# Try it
Pick every line out of the entries below that holds the string "Elevation", and report them.

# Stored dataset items
───
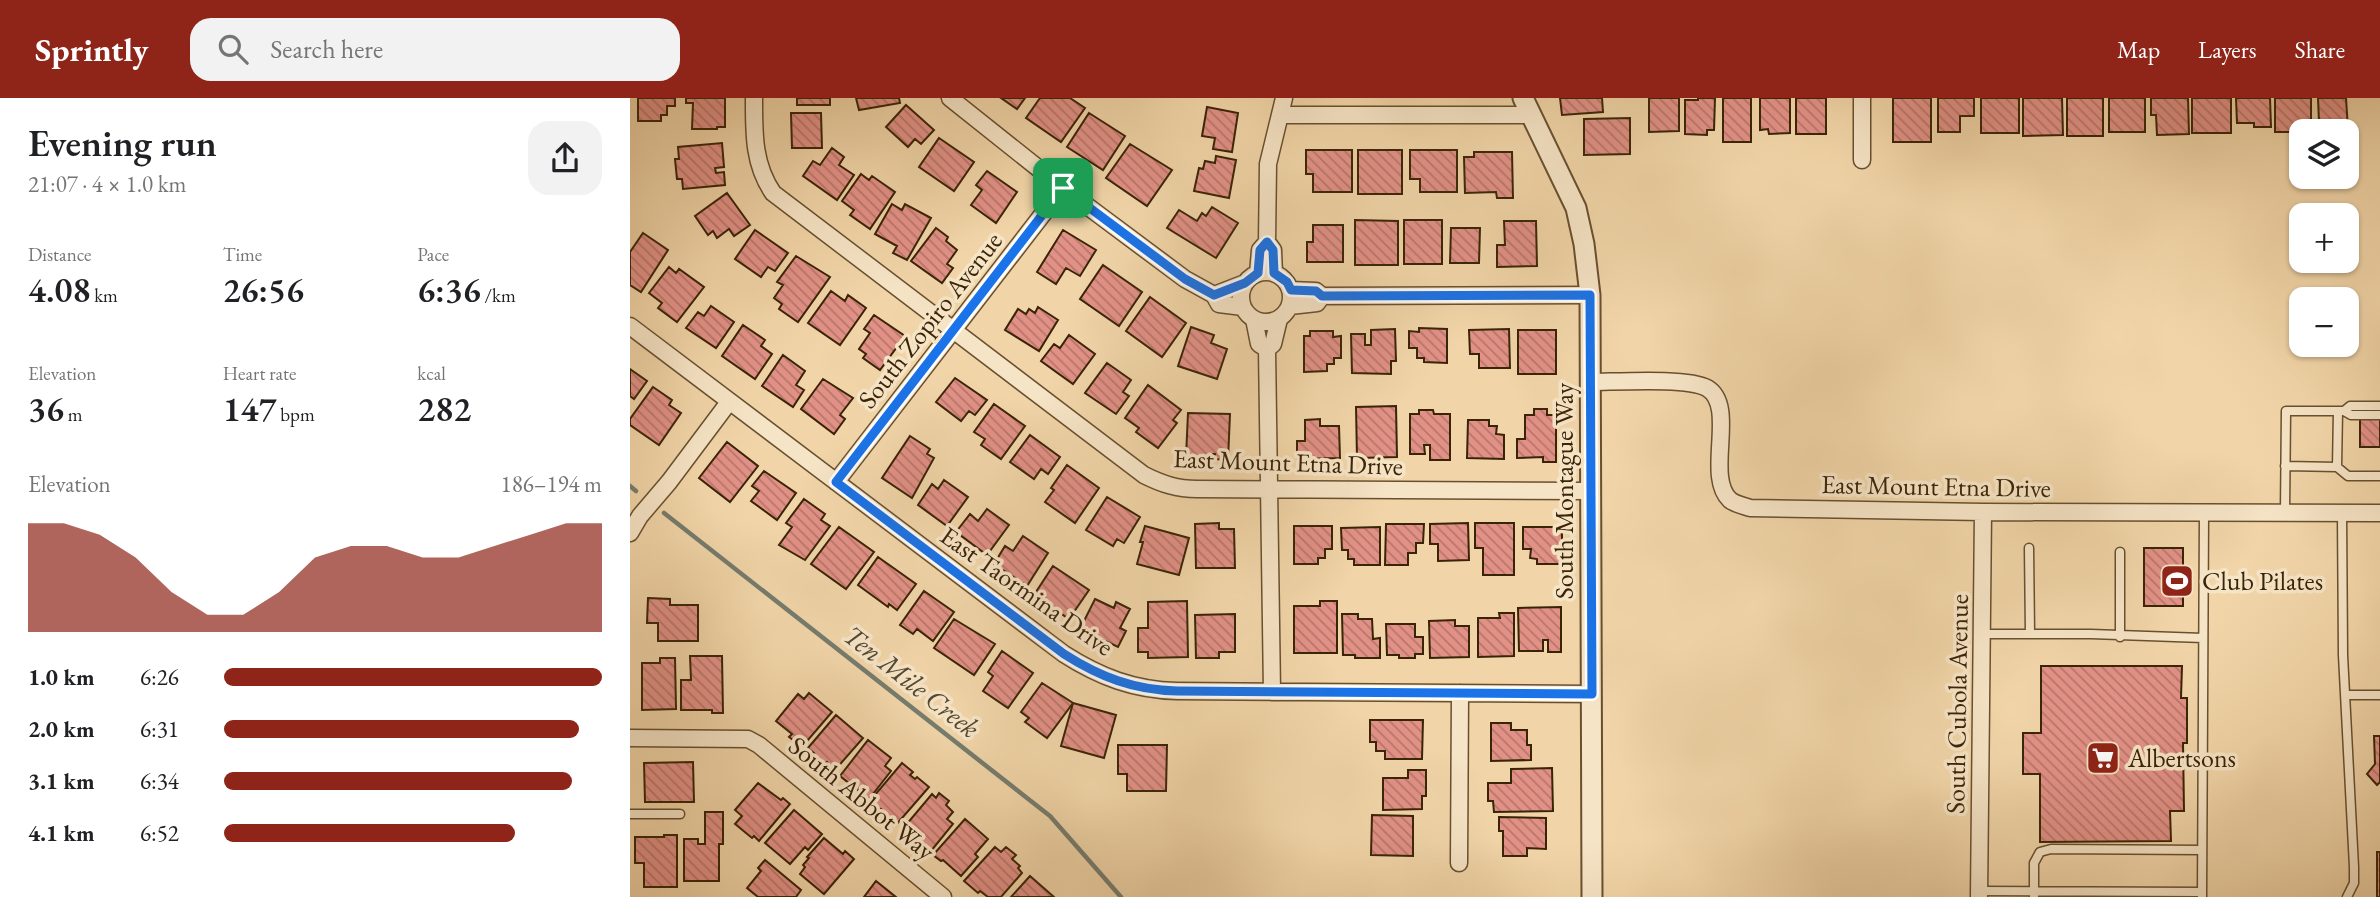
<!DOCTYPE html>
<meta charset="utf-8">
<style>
body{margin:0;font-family:"EB Garamond",serif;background:#f2f2f2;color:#202124;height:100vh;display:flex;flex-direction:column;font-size:26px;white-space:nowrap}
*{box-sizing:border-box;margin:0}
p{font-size:23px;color:#757577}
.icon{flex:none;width:38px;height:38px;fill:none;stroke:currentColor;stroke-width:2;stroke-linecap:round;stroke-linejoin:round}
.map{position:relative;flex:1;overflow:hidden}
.drawer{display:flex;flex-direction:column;background:#fff;width:630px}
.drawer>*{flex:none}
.buttons{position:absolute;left:1659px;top:21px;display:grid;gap:14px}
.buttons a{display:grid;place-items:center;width:70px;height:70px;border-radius:14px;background:#fff;box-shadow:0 2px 5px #0004;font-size:35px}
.pin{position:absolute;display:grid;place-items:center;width:60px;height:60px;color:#fff;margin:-30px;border-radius:14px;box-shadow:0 4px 10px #0006}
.round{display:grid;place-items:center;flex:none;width:74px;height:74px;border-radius:21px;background:#f2f2f2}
.overview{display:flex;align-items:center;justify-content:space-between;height:119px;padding:0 28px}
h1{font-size:38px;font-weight:600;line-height:52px}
.stats{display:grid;grid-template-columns:repeat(3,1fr);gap:10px;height:119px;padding:7px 28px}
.stats div{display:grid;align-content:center}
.stats b{font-size:35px;font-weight:600}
.stats small{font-size:19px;font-weight:400}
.stats p{font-size:19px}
.chart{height:196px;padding:14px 28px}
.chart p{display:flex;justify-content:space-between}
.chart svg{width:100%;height:126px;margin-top:7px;fill:#8f2418;opacity:.7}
ul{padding:0 28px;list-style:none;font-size:23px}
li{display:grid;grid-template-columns:112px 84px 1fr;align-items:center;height:52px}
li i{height:18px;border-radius:9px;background:#8f2418}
header{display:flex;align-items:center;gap:42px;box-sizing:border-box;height:98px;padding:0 35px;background:#8f2418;color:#fff}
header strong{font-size:33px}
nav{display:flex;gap:38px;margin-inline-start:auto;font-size:24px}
.search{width:490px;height:63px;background:#f2f2f2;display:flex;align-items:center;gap:18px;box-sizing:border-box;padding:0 24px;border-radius:21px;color:#757577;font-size:26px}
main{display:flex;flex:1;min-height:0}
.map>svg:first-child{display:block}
</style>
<header>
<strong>Sprintly</strong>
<div class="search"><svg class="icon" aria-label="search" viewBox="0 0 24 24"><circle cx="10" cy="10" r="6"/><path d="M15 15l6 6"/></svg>Search here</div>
<nav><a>Map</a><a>Layers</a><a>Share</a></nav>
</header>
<main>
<section class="drawer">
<div class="overview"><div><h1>Evening run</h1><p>21:07 · 4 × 1.0 km</p></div><a class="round"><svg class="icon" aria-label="share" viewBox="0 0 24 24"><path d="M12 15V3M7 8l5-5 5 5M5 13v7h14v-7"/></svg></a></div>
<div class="stats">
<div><p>Distance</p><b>4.08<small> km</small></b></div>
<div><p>Time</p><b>26:56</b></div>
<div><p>Pace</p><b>6:36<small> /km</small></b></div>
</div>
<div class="stats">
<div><p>Elevation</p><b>36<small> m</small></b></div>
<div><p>Heart rate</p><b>147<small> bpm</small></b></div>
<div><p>kcal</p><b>282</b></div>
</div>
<div class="chart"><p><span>Elevation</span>186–194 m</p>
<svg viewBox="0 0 160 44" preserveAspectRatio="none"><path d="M0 44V6L10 6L20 10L30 18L40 30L50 38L60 38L70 30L80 18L90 14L100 14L110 18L120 18L130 14L140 10L150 6L160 6V44z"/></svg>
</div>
<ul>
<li><b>1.0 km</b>6:26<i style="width:100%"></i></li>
<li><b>2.0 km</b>6:31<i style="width:94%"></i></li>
<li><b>3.1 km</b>6:34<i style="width:92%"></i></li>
<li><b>4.1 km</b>6:52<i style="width:77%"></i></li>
</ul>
</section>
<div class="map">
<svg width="1750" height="799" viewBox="0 0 1750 799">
<defs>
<pattern id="building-back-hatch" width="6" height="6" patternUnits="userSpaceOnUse" patternTransform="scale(1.75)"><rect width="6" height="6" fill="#e29186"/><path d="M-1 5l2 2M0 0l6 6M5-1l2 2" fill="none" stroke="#b8766c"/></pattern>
</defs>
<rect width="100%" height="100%" fill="#f1d5a8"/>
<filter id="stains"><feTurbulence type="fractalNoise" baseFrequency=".00286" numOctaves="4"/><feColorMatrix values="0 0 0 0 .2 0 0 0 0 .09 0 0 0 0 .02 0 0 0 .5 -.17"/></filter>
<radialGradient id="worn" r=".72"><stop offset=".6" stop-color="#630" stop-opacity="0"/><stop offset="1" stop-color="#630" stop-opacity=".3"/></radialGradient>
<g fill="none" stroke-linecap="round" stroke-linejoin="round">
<path stroke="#767c6e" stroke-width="4.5" d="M0,388l6,5
M34,415l386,303 71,81"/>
</g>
<path fill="url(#building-back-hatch)" stroke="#3a2407" stroke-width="2" d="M8,0h37v8h-8v9h-6v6h-23z
M56,0h39v29h-8v2h-25l1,-26h-7z
M167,0h33v7h-33z
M226,0h43l1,5 -41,7z
M371,0h24l-8,11z
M410,0h30l15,10 -24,34 -35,-24z
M930,0h42l1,14 -41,3z
M1019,0h30v33l-30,1z
M1068,0h17l-1,32h-7v5l-22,-1v-34h13z
M1093,0h28v44h-28z
M1130,0h30v35l-21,1 -1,-5 -8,1z
M1166,0h30v36h-30z
M1263,0h38v44h-38z
M1308,0h36v18h-14v16h-22z
M1351,0h38v35h-38z
M1393,0h39l1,37 -40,1z
M1437,0h36v38h-36z
M1479,0h36v34h-36z
M1521,0h37l1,36 -32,1 -1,-20h-5z
M1562,0h39v35h-39z
M1606,0h34l1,29h-17v-4h-17z
M1645,0h36v33h-10v5h-5v-4h-21z
M1688,0h28l2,31 -21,1 -1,-8h-7z
M276,7l28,25 -13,14 -6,-5 -7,8 -22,-20z
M577,9l31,6 -6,39 -19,-3 2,-11 -13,-2z
M161,15h30l1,35h-30z
M459,15l36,23 -22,34 -36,-23z
M1000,20v36l-46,1v-36z
M309,40l35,24 -20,29 -35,-24z
M92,45l2,24 -9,1 1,5 8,-1 1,13 -42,4 -1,-10h-5l-2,-20h4l-1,-12z
M500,46l42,26 -25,36 -41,-28z
M202,50l12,9 -5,8 15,10 -17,25 -34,-24 10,-15 7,4z
M676,52h46v42h-39v-18h-7z
M728,52h44v44h-44z
M780,52h47v42h-37v-13h-10z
M844,54h38l1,46h-16l-1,-6 -31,1 -1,-36h10z
M586,58l20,4 -7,38 -35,-7 5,-23 4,1 2,-8 10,2z
M357,73l30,21 -21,31 -25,-18 11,-15 -6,-5z
M231,76l8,6 3,-4 23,16 -25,37 -20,-14 4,-5 -12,-9z
M97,95l23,32 -16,11 -5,-7 -12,9 -4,-7 -5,4 -13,-19z
M262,106l10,6 3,-6 26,14 -24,42 -14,-7 4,-7 -22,-12z
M582,109l26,16 -22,35 -49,-30 12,-18 18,11 5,-8 4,3z
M725,122l43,1v44h-43z
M774,122h38v44h-38z
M874,123h32l1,45 -40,1v-22h8z
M683,127h30v37h-36v-20h6z
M306,130l12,9 -2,4 11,9 -10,14 6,4 -11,15 -31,-22z
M821,130h29l-1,35h-29z
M125,132l33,23 -13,18 -7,-4 -7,10 -26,-18z
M433,132l33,20 -16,26 -14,-8 -10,16 -19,-12z
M13,135l25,17 -27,42 -11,-7v-33z
M166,158l34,21 -32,45 -19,-13 3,-5 -8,-6 9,-13 -6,-3z
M473,167l39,27 -23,34 -39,-27z
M39,169l7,6 3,-4 25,18 -27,35 -19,-14 4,-5 -13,-10z
M201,193l14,10 3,-6 18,13 -26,37 -32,-22z
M520,199l36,26 -24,34 -36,-26z
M81,208l23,16 -18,26 -30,-20 12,-16 6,4z
M408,209l20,13 -19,31 -34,-21 13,-21 8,5 3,-5 6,4z
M244,217l31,21 -25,34 -17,-12 3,-4 -7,-5 11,-16 -6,-4z
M113,227l22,15 -4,6 11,8 -17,25 -33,-23z
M561,229l23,8 -3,8 16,6 -10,30 -39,-13z
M789,230l28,1v34l-23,-1v-4h-7v-10h-8v-17l10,1z
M765,231l1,32h-5v13l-39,-1 -1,-39h14v11h6v-15z
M879,231l1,39h-31v-14h-9l-1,-24z
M888,232h38v44h-38z
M680,233h23v6l8,-1v22h-7v6h-7v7l-23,1v-36h6z
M439,237l26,19 -22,30 -32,-23 13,-17 6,4z
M153,257l22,16 -9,14 8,5 -11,17 -31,-21z
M477,265l24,17 -8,12 6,4 -13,18 -31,-21z
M0,271l17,12 -13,18 -4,-3z
M325,280l32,22 -12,15 -6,-4 -8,10 -25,-19z
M193,281l30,19 -13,17 5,4 -11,15 -33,-25z
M518,287l33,25 -8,10 4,3 -19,25 -22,-16 3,-4 -14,-10z
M23,289l19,13 -3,5 12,8 -22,32 -29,-20v-6z
M364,306l31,22 -24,33 -20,-14 4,-6 -11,-7z
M766,308l1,51 -40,1 -1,-51z
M904,311h13v6h9v47h-13v-5l-26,1v-19h8v-24h9z
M789,312h14l1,4h16v46h-20v-15h-6l1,9h-15v-40h9z
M558,315l42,1 -2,46 -13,-1v-5h-2v6l-27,-3z
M690,321v7h19l1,32 -43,1v-18h8v-21z
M1730,321h20v28h-20z
M838,322h21v6h8l-1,8 8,1v24l-37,-1z
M400,337l30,22 -12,17 -7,-5 -7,10 -24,-17z
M280,338l20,13 -3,5 7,4 -22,40 -30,-20z
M97,344l31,24 -28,36 -31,-24z
M437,367l32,23 -24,35 -30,-21 9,-12 -3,-2z
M134,373l32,22 -19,27 -26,-19 8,-10 -7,-5z
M314,382l24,17 -21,29 -29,-21 14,-21 6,5z
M477,399l33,20 -16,26 -7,-4 -4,7 -27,-16z
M174,401l21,15 -4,6 9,6 -25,34 -26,-15 13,-18 -6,-4z
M357,411l22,16 -22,30 -31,-23 14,-18 8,7z
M589,425v6h15l1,39h-39l-1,-44z
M838,425l1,37 -31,1v-17h-8v-20z
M845,425h39v52h-31v-27h-8z
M756,426h38l-1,19h-7v10h-8v12h-23z
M515,428l44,12 -10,37 -42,-11 6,-22h-3z
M664,428h38v23h-7v9h-7v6h-24z
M209,429l35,25 -28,37 -35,-25z
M750,429v38h-26v-6h-6v-9h-6l-1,-22z
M893,429h39v37h-25v-5l-7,-1 1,-9h-8z
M393,438l25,17 -21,33 -33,-22 11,-18 8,5z
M1514,450h39v58h-39z
M248,459l38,27 -19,26 -8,-6 -1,3 -30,-22z
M423,468l36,24 -20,29 -35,-24z
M294,493l30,21 -21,29 -16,-12 -4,5 -13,-9z
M18,500l22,1v6h28v36h-40v-18h-11z
M465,501l19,9 2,-6 14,7 -10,19 6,3 -8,16 -38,-18z
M557,503l1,56 -40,1v-6h-10v-24h10v-26z
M690,503h17v52h-43v-47h26z
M931,509v45h-13v-12h-5v11h-24l-1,-43z
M869,515h15v43l-36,1v-39h22z
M605,516v38h-16v6h-23l-1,-43z
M712,516h16v5h14l1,20 7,-1v20h-25v-3h-12z
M324,521l41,25 -21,31 -40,-27z
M825,522v6h14v31l-39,1 -1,-37z
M756,526h29v13h8v17h-8v4h-16v-3h-12z
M372,553l31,22 -25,35 -25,-17 10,-15 -5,-4z
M60,558h32l1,57h-11v-3h-31v-30h10z
M30,560h15l1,51 -34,1v-47h18z
M1411,568h141l-1,32h6v45h-4l1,68h-14l1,30 -131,1v-68h-17v-41h18z
M412,585l31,20 -26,35 -22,-16 4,-4 -8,-6z
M179,595l23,19 -30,35 -13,-10 3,-3 -16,-13 22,-27 6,5z
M443,605l43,12 -12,43 -43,-12z
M206,617l27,23 -28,32 -8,-8 -3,3 -12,-10 2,-2 -6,-5z
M740,622h53l-1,39h-37v-8h-9v-9h-6z
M861,625h20v7h16v15h4v15l-40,1z
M1744,638h6v46l-3,3 -10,-11 8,-10z
M238,642l23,18 -6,8 6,5 -22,28 -29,-23z
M488,647h49l-1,46h-39v-17h-9z
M63,664l1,40h-49l-1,-39z
M272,665l11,9 -3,3 5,4 2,-2 12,10 -33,38 -15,-16 -2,3 -11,-9z
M922,670l1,43 -59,1 -1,-11h-5v-18h23v-14z
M778,672h18v26h-4v13l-39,1v-32h25z
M128,685l23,17 2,-2 7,6 -31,37 -5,-5 -2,2 -17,-14 7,-8 -7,-6z
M309,695l10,8 -3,4 7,7 -6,7 6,5 -22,27 -20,-17 -3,4 -8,-6 32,-38 4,4z
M164,712l28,24 -14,16 -3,-3 -15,17 -25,-21z
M75,714h18v32h-4v37h-35v-42h14v5h7z
M742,717l41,1v40l-42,-1z
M869,719l47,1v31l-19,-1v8h-24v-25h-4z
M335,721l23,20 -13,15 3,3 -17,19 -18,-16 -2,1 -8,-6z
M34,737h13v52h-33v-24h-9v-26h29z
M194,740l19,16 2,-3 9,8 -30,35 -24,-20 5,-7 -2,-2 6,-7 -2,-1z
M365,749l6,5 5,-5 10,8 -4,4 8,7 -2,2 4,5 -21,24h-13l-8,-6 -2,2 -14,-12z
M1747,754h3v45h-3z
M135,762l36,30 -5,7h-38l-11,-9 14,-17 -3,-3z
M400,778l24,21h-43z
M246,783l20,16h-32z"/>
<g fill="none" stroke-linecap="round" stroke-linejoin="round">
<defs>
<path id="service" d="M1708,313h6l6,-5h30
M1714,313l7,4h29
M1655,368l52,1 1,-56h-52l-1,102
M1707,369l11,9h32
M1712,415l1,142 11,212v16l-7,14
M1399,450l1,86
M1352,536h109l112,4
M1490,539v-85
M1716,597h34
M0,716h50
M1349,793l223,1
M1404,799v-34l6,-11 11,-3 151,1
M1572,799l2,-384"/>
<path id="minor" d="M124,0c0,34 -1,66 19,95l371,282c18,9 33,14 53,14l392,2
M320,0l113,90 122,91 29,16
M1232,0v62
M650,17h250
M637,144l1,-78 16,-66
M611 199a25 25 0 1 1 50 0a25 25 0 1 1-50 0Z
M628,175l2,-23 7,-8 6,8 1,23
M692,198l268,-1
M660,208l27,-3 5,-7 -6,-5 -25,-1
M613,209l-24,-3 -5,-9 31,-12
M624,221l5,25 8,5 6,-5 6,-25
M0,228l434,328c36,23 70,36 113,37l415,3
M637,251l5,343
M960,284c25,0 98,-5 117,6 31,18 -3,88 23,112 5,4 14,6 20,8l233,4 397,1
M206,384l227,-294
M0,435l10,-17 29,-34 60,-80
M0,640l118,1 11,6 184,152
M829,765l1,-170
M1349,799l4,-385"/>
<path id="tertiary" d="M893,0l53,110 8,36 6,51 2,602"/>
</defs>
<use href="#service" stroke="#68502f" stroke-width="11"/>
<use href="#minor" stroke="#68502f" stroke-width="19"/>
<use href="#tertiary" stroke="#68502f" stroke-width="23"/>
<use href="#service" stroke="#f6e4c6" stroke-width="8"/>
<use href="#minor" stroke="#f6e4c6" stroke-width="16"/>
<use href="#tertiary" stroke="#f6e4c6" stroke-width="19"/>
</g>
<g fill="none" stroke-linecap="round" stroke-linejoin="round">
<defs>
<path id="route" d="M433,90l122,91 29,16 31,-12 13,-10 2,-23 7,-8 6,8 1,23 13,9 4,8 25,1 6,5 268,-1 2,399 -415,-3c-43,-1 -77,-14 -113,-37l-228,-172z"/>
</defs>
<use href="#route" stroke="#fff" stroke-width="14"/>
<use href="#route" stroke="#1a73e8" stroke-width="9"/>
</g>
<defs>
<symbol id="stadium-square" viewBox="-11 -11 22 22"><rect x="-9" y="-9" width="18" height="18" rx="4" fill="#8f2418" stroke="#f6e4c6"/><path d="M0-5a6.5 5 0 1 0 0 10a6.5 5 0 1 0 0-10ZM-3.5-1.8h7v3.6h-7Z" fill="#fff"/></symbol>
<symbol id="supermarket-square" viewBox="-11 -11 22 22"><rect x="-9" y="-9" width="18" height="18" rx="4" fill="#8f2418" stroke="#f6e4c6"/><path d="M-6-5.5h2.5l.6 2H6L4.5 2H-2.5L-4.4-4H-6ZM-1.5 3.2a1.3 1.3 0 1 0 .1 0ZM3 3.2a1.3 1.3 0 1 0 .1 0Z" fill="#fff"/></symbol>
</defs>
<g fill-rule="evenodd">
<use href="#stadium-square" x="1528" y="464" width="38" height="38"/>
<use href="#supermarket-square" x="1454" y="641" width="38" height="38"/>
</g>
<g text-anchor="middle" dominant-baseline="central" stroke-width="7" stroke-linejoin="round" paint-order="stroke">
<g font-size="26" fill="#3a2407" stroke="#f6e4c6">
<text transform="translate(300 222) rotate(-52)">South Zopiro Avenue</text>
<text transform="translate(658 364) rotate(2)">East Mount Etna Drive</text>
<text transform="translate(1306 388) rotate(1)">East Mount Etna Drive</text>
<text transform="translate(934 393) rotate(-90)">South Montague Way</text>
<text transform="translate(397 493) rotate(35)">East Taormina Drive</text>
<text transform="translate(1327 606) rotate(-89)">South Cubola Avenue</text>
<text transform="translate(232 700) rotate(39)">South Abbot Way</text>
</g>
<g font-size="26" fill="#3a2407" stroke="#f6e4c6" text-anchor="start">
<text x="1572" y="483">Club Pilates</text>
<text x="1498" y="660">Albertsons</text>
</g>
<g font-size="28" font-style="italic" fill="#534832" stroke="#f6e4c6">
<text transform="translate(282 583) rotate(38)">Ten Mile Creek</text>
</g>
</g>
<rect width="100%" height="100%" filter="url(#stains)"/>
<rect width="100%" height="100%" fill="url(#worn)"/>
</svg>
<div class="buttons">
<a><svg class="icon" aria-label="layers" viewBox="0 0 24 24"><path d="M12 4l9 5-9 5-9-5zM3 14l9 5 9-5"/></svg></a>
<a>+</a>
<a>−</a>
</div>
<div class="pin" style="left:433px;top:90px;background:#1e9e55"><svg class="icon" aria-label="arrive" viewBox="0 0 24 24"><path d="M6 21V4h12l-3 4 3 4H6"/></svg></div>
</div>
</main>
───
# Task output
<div><p>Elevation</p><b>36<small> m</small></b></div>
<div class="chart"><p><span>Elevation</span>186–194 m</p>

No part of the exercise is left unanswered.